Count every line in this listing that has "left". Reply with only the total.

Entries provided: Begin

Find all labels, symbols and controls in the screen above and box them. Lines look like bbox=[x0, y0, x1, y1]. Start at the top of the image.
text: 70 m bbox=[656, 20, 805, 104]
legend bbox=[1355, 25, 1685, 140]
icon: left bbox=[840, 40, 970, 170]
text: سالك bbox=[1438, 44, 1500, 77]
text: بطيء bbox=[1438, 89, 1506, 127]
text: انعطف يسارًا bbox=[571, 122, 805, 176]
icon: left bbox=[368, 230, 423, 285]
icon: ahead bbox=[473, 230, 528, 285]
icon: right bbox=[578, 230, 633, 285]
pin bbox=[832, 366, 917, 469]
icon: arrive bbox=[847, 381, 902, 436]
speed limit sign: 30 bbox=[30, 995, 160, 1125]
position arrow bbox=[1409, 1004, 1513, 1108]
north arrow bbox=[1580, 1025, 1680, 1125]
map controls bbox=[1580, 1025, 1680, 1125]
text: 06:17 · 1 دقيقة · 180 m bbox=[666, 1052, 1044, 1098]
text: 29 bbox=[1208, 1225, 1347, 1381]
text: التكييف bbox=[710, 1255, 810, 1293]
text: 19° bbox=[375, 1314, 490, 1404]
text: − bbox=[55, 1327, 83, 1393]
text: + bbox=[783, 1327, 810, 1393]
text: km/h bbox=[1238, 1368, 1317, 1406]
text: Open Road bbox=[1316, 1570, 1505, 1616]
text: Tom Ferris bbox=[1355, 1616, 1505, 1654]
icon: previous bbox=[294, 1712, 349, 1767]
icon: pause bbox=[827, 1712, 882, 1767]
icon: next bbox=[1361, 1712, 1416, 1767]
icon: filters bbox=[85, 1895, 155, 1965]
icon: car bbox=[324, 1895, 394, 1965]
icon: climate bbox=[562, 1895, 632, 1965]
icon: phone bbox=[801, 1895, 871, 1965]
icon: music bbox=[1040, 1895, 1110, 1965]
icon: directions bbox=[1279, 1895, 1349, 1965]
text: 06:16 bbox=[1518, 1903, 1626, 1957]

Entries provided: End

§ **Completed task**
2